Kate Chadha is a research practice lead at WWT. In this blog post, Kate discusses a few lessons learned and proven techniques to consider for developing a successful UX project.

How do you form and test hypotheses about end-users?

User experience research can be divided into two basic types: discovery or field research (before you design a product or service), and then testing and validation of the experience that was designed (a.k.a.; usability testing or evaluation).

When it comes to field research, you don't always start with a hypothesis about the end-users. You start with a context and users you want to better understand and document. Hypotheses come more into play in experimental design of usability tests. Walking through a product or service design (value proposition, tasks it performs, interaction patterns) reveals the assumed user goals and tasks.

The user objectives – their jobs that the product or service is used to complete – become the primary hypotheses that the usability lab will test.

In addition, if there is an interaction pattern or design element identified before labs as a potential usability issue, that can also be a hypothesis until you have lab data that supports or debunks it.

What factors do you analyze to determine usability? How do you measure usability success?

The key metric to determine how easy a product or service is to use is task effectiveness. Without any training or assistance, how many users can effectively achieve their goal or task using the product or service? The higher the task effectiveness rate, the more successful the design.

The next measure of usability is time on task, or how efficiently a user can complete that task.

Finally, we count the number, frequency, and severity of usability issues each user discovers in using the product or service while completing the tasks set before them. This measure is critical in helping determine the importance or priority of solving it in production.

Usability testing gives you the data to support those decisions so you are always prioritizing those stories in the backlog that will have the greatest positive impact on the quality of the software.

What would you say is your biggest user/customer experience design success story?

A few years ago, the company I worked for wanted to pilot a new wearable technology to enhance sports and entertainment events.

My team and I designed the end-to-end product experience. We conducted two rounds of usability testing to test how well people could use the device throughout a stadium for various tasks.

A critical part of the user experience was when a fan was handed the package with the device as they entered the stadium on game day. The agency that designed the packaging created a box that relied heavily a specific football metaphor and imagery. It was cute and clever, but did not clearly indicate what was inside.

In the first round of usability testing, nearly all the participants refused the box when someone tried to hand it to them, or threw it away in the closest garbage can. They all thought it was a gimmick.

Instead, it contained a $25 gift card to buy food, alcohol, or other purchases, and they could use it anywhere in the stadium during the game.

When we asked them to read the box, out loud, there was that "a-ha" moment when they realized they had just thrown away $25. This allowed us to explore what the users needed to notice and understand immediately what they had received and open the box and use the device.

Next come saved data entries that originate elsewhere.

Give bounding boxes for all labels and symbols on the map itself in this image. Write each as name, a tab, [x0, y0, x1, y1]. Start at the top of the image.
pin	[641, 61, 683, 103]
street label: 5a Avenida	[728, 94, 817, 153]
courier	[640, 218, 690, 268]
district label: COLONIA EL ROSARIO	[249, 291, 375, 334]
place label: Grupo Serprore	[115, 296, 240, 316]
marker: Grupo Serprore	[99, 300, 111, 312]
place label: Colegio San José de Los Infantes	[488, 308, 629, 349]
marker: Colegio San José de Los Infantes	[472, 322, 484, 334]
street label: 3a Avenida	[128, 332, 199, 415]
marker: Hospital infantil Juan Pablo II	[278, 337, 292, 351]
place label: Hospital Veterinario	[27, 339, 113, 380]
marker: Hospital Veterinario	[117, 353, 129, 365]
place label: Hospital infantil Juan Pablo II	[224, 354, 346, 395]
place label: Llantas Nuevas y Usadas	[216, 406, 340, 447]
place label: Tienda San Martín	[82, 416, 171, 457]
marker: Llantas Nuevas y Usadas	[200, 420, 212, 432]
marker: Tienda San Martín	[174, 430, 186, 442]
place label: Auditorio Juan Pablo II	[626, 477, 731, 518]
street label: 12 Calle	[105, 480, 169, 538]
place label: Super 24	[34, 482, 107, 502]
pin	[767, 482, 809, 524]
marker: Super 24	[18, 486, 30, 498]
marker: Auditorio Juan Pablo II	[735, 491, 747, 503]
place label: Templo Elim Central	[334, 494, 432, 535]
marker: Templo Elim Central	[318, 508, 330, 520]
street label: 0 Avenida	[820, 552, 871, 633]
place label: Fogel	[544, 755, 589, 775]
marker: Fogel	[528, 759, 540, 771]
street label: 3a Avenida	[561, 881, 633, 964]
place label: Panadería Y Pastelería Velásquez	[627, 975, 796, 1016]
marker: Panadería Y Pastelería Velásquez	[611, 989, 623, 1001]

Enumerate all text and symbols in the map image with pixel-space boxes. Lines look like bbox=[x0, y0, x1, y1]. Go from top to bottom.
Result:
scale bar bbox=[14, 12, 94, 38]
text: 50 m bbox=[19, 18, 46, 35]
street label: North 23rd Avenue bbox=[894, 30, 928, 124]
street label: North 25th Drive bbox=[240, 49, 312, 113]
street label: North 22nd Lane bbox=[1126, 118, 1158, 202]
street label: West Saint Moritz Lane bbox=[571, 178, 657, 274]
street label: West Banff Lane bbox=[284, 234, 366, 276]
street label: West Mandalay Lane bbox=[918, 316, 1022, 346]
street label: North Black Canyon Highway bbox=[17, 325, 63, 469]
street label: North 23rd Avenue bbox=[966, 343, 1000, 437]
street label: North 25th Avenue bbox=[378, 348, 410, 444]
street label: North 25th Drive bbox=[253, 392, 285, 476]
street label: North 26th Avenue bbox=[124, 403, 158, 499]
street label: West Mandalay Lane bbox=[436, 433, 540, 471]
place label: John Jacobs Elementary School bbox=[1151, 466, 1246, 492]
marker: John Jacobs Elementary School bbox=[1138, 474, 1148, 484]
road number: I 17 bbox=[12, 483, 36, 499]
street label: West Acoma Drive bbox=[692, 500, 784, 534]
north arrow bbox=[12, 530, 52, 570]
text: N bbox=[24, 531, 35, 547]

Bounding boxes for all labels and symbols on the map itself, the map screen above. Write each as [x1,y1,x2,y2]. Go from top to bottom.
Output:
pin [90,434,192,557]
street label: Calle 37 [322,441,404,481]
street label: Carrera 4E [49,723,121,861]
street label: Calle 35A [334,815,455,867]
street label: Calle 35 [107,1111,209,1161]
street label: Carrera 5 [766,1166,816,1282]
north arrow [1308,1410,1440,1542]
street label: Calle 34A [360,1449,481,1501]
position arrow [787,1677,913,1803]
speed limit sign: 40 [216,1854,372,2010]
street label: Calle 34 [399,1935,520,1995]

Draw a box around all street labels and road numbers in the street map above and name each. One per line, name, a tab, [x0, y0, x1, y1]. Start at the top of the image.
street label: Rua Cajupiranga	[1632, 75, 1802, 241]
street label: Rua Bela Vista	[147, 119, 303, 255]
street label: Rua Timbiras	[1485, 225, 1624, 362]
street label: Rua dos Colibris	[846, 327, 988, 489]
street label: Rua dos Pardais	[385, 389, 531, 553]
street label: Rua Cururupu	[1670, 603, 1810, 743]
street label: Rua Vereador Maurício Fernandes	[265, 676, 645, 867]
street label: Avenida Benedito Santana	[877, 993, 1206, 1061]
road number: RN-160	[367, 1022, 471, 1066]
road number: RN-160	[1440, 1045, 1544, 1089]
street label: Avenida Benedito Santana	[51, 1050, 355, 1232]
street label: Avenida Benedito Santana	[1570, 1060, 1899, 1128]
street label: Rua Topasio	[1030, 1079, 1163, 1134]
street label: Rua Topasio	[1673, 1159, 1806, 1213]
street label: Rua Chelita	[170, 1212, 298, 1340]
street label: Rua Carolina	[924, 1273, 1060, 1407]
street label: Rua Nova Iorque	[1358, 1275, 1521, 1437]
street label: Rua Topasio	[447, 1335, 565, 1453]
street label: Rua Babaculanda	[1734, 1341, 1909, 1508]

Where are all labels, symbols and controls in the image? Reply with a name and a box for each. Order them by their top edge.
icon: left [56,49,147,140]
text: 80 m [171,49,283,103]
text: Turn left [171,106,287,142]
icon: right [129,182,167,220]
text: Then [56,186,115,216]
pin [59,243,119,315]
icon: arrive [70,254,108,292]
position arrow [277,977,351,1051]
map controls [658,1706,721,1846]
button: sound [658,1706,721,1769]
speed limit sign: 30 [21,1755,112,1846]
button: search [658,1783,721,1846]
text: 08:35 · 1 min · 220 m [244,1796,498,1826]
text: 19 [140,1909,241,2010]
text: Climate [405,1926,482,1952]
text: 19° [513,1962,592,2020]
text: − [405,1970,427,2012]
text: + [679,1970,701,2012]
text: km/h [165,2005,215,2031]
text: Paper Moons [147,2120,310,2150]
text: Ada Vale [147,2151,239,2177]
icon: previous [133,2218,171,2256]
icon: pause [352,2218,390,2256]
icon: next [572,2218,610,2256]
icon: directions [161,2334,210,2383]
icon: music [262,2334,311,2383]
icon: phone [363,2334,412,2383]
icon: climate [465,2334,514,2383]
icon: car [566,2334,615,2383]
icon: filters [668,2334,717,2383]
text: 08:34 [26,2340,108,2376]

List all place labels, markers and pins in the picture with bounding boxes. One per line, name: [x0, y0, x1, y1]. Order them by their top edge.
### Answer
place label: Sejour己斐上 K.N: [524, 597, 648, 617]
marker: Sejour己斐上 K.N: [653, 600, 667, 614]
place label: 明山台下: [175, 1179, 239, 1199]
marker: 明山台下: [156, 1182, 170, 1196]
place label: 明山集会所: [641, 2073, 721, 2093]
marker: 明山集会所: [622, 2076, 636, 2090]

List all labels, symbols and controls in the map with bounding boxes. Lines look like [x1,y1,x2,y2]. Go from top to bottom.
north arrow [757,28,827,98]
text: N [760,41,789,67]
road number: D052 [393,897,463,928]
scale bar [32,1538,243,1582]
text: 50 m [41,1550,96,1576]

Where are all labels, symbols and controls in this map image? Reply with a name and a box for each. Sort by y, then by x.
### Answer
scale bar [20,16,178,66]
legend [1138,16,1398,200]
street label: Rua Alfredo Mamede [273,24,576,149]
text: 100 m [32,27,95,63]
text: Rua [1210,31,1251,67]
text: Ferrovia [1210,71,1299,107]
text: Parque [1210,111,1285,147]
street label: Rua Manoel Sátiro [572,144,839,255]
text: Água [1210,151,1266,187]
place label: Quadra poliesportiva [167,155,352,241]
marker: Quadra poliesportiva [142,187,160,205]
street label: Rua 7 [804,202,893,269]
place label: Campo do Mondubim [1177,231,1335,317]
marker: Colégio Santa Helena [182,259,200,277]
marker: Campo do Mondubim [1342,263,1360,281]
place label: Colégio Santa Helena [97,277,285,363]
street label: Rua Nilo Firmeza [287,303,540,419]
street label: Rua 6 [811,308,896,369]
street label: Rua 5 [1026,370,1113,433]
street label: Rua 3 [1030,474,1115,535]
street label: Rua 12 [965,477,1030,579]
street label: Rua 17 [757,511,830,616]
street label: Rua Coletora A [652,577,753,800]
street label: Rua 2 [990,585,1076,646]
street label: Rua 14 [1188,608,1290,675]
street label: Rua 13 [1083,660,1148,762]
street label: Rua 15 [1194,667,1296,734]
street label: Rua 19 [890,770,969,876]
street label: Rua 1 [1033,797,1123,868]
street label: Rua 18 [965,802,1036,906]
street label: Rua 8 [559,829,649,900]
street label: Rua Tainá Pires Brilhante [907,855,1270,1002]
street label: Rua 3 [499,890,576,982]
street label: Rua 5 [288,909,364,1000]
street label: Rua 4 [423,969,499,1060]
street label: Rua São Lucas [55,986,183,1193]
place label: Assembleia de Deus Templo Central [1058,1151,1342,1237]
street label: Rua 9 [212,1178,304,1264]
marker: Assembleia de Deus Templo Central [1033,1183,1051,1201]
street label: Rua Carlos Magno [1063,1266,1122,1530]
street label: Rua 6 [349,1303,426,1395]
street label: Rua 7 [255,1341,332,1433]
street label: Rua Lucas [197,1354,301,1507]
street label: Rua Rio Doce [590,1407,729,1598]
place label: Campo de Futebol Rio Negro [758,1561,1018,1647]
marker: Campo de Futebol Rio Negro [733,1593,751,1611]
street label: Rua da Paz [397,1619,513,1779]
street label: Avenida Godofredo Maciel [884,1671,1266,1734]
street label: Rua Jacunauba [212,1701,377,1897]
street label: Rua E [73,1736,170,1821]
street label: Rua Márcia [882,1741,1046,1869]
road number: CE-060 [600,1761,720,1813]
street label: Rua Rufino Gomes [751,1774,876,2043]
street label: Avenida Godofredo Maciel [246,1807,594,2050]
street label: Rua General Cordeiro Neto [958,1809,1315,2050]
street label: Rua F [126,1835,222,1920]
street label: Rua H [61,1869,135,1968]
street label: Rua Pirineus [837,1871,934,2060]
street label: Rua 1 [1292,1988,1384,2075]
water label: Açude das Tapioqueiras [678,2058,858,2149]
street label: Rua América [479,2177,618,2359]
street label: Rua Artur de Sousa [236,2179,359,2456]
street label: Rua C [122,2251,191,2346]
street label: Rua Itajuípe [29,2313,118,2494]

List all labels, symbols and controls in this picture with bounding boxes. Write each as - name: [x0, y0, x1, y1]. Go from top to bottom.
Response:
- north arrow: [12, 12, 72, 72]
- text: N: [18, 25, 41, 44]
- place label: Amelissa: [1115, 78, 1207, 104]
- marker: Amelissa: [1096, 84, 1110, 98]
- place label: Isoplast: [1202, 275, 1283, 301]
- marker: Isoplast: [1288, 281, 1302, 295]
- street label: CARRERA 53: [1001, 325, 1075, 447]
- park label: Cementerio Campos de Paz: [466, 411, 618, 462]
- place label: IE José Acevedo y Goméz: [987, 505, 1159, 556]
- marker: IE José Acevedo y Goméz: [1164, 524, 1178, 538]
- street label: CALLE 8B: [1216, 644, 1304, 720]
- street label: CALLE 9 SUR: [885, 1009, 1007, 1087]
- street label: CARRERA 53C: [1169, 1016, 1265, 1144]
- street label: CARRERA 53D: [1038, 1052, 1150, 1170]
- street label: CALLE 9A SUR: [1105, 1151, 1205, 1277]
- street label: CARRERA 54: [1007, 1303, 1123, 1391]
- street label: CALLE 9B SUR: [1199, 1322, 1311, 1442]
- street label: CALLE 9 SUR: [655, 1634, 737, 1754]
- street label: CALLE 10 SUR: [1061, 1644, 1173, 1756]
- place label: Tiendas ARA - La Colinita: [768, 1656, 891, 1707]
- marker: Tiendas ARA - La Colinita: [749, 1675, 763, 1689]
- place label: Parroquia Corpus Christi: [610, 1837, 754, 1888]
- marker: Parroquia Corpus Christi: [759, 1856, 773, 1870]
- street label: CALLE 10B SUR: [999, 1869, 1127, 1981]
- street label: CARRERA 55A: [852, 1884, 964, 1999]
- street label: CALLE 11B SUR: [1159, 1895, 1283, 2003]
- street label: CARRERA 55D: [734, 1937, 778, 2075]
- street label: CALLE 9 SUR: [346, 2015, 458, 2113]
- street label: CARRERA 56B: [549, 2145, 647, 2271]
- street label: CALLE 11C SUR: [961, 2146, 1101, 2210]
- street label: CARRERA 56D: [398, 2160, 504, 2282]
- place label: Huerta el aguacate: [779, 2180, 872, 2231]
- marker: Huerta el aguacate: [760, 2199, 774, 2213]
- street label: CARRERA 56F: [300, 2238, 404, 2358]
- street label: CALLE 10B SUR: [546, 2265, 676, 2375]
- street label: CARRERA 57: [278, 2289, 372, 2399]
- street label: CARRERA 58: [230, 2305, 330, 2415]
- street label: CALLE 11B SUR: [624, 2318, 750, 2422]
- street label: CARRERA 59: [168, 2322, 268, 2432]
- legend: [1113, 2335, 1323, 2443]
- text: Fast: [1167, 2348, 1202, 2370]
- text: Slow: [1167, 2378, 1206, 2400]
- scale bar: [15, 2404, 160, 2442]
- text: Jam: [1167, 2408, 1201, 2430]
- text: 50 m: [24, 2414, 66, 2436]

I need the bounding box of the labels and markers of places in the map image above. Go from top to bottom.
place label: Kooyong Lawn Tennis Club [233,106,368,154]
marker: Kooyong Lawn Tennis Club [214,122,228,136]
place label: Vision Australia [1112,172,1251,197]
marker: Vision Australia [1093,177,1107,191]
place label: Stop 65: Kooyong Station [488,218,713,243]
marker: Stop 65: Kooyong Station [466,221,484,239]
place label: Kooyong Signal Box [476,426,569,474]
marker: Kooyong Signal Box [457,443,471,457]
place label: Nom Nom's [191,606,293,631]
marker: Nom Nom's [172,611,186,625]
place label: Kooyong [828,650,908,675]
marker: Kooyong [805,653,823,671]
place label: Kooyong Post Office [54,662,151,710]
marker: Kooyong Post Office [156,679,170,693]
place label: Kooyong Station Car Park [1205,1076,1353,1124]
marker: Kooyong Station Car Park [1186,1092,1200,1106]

We worked to redesign the packaging based on the questions we heard and feedback recorded. In the second round of usability, every participant understood immediately what they had been given and we were able to prove that clear copy and illustrations were more effective that clever metaphors.

When you interview users/customers do you have any go to questions you like to ask?

The most common thing I find myself saying is "tell me more…" Often, when someone is talking about a task they are completing, they will simplify what they are doing and use unclear or ambiguous terms (abbreviations, generic descriptors).

When I hear generic descriptions like "great," "good," "hard," "easy," "intuitive," I will ask what that means at that moment. Each of those can represent a broad range of things. What makes it good, great, hard, easy, or intuitive? How is the user defining that word?

What is the most unexpected customer insight you have ever gotten from field research or usability testing? How did you use this insight to improve the user/customer experience?

A few years ago, I was working on a service to be used in delivering humanitarian aid. Humanitarian crises involve vulnerable populations (refugees from natural disasters or conflict) sometimes where literacy is very low.

Digital technologies rely on our ability to read and understand words and numbers. We needed a solution that was easy-to-use, and provided a level of security against theft and fraud. So, we needed to effectively implement digital security for aid beneficiaries - even who were illiterate.

The team debated multiple solutions. At that time, fingerprint or retina scanners were still too unpredictable in overly hot, cold, dry, or wet conditions, like refugee camps.

We designed alternative PIN entry methods and conducted a round of usability testing with a relief organization working on reconstruction with a population of beneficiaries in an area of the Caribbean that had suffered a natural disaster a few years ago.

We observed, many times, that older participants would ask a nephew or grandchild to dial most phone numbers for them (on a cell phone) and would, likely, bring them to the store or depot where they would receive their program benefits. Until a simpler, biometric security method could work reliably, we needed to ensure that the instructions and any printed materials were easy enough for a small child to read and understand.